Acoustic guitars, piano, a steady tempo, and vocals reminiscent of Sheryl Crow and Jewel, these combined come close to Juliana Hatfield’s sound on the newly released LP There’s Always Another Girl. The album is a rather large collection of loose tracks, fourteen in total. Loose in that no single song seems to hit that “larger than life” status, and the arresting feeling of ‘failure’, seeps through the country-esque sound.
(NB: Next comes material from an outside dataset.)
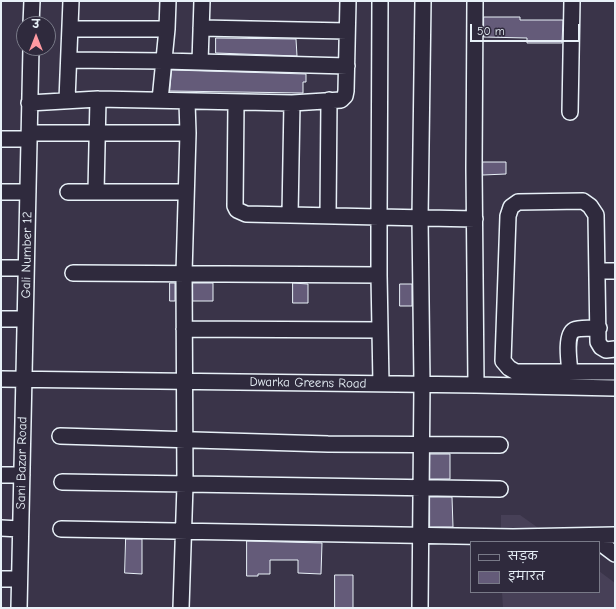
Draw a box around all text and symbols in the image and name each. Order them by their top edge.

In many ways this album is Hatfield’s true reflection in the business, and in other words, fans got what Hatfield put into the production. The construction for every step was funded through PledgeMusic.com. With such positive chilled-back backers, I’m a little surprised at the album’s final ‘gloomy’ and ‘country-emo’ sound. BUT hope lies in tracks like “Change the world’ and “Someone else’s problem” that straddle the divide between fun and collected.
Maybe I’ve missed the whole ambiance of what Juliana Hatfield and There is Always Another Girl is about. Unfortunately for me, I still cannot get “the batteries are dead…completely dead” line, punctuated by the sound of dying bees, out of my mind.
This album could have been spectacular, but could-a, would-a, isn’t, is what I got. The production was just too damn squeaky clean. I left wanting at least one crack at a track where the instrumentals were the rusted gears, pushed through by Hatfields well oiled smooth sound.
The lady has talent and a good voice to boot; I hope for her next LP she gets a production team that pushes her into an earthier indie sound, and tighter lines.